I have a dataframe with values spread over several columns. I want to calculate the mean value of all items from specific columns.
All the solutions I looked up end up giving me either the separate means of each column or the mean of the means of the selected columns.
E.g. my Dataframe looks like this:
Name a b c d
Alice 1 2 3 4
Alice 2 4 2
Alice 3 2
Alice 1 5 2
Ben 3 3 1 3
Ben 4 1 2 3
Ben 1 2 2
And I want to see the mean of the values in columns b & c for each "Alice":
When I try:
df[df["Name"]=="Alice"][["b","c"]].mean()
The result is:
b 2.00
c 4.00
dtype: float64
In another post I found a suggestion to try a "double" mean one time for each axis e.g:
df[df["Name"]=="Alice"][["b","c"]].mean(axis=1).mean()
But the result was then:
3.00
which is the mean of the means of both columns.
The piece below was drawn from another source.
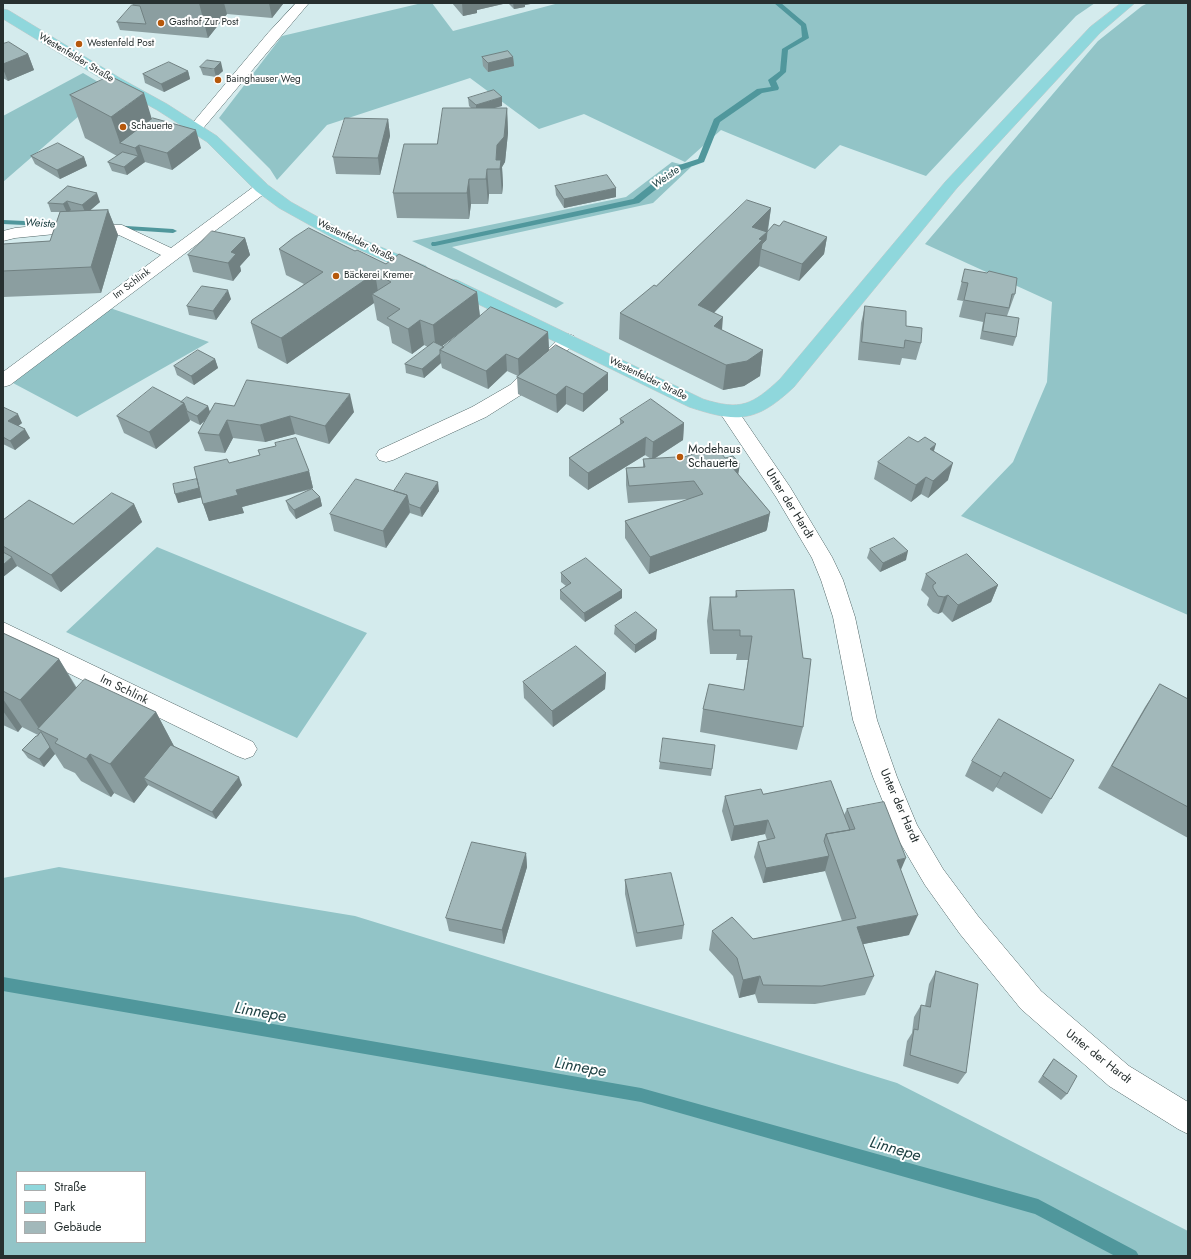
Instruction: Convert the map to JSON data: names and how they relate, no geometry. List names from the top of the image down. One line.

I am expecting a way to calculate:
(2 + 3 + 4 + 5) / 4 = 3.50
Is there a way to do this in Python?
You can use numpy's np.nanmean [numpy-doc] here this will simply see your section of the dataframe as an array, and calculate the mean over the entire section by default:
>>> np.nanmean(df.loc[df['Name'] == 'Alice', ['b', 'c']])
3.5
Or if you want to group by name, you can first stack the dataframe, like:
>>> df[['Name','b','c']].set_index('Name').stack().reset_index().groupby('Name').agg('mean')
0
Name
Alice 3.500000
Ben 1.833333
Can groupby to sum all values and get their respective sizes. Then, divide to get the mean.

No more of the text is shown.